Each line of the data below must be given again exactly as written.

(Dataset entries)
════
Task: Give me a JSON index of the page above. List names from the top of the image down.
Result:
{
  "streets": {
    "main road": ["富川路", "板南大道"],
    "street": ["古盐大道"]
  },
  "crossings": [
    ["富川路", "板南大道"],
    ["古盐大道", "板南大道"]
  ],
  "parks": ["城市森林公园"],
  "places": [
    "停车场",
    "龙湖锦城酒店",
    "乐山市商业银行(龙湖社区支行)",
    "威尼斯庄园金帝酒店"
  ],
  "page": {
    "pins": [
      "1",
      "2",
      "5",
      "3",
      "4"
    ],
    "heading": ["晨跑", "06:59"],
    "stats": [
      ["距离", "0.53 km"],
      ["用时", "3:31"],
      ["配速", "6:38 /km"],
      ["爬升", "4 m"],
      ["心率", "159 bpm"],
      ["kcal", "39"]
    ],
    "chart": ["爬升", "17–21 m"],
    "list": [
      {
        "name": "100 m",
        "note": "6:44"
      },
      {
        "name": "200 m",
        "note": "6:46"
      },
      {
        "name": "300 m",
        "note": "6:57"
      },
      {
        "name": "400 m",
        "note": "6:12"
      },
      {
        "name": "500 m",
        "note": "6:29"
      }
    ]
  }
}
════
[Result for this task]:
Task: Give me a JSON index of the page above. List names from the top of the image down.
Result:
{
  "streets": {
    "main road": ["富川路", "板南大道"],
    "street": ["古盐大道"]
  },
  "crossings": [
    ["富川路", "板南大道"],
    ["古盐大道", "板南大道"]
  ],
  "parks": ["城市森林公园"],
  "places": [
    "停车场",
    "龙湖锦城酒店",
    "乐山市商业银行(龙湖社区支行)",
    "威尼斯庄园金帝酒店"
  ],
  "page": {
    "pins": [
      "1",
      "2",
      "5",
      "3",
      "4"
    ],
    "heading": ["晨跑", "06:59"],
    "stats": [
      ["距离", "0.53 km"],
      ["用时", "3:31"],
      ["配速", "6:38 /km"],
      ["爬升", "4 m"],
      ["心率", "159 bpm"],
      ["kcal", "39"]
    ],
    "chart": ["爬升", "17–21 m"],
    "list": [
      {
        "name": "100 m",
        "note": "6:44"
      },
      {
        "name": "200 m",
        "note": "6:46"
      },
      {
        "name": "300 m",
        "note": "6:57"
      },
      {
        "name": "400 m",
        "note": "6:12"
      },
      {
        "name": "500 m",
        "note": "6:29"
      }
    ]
  }
}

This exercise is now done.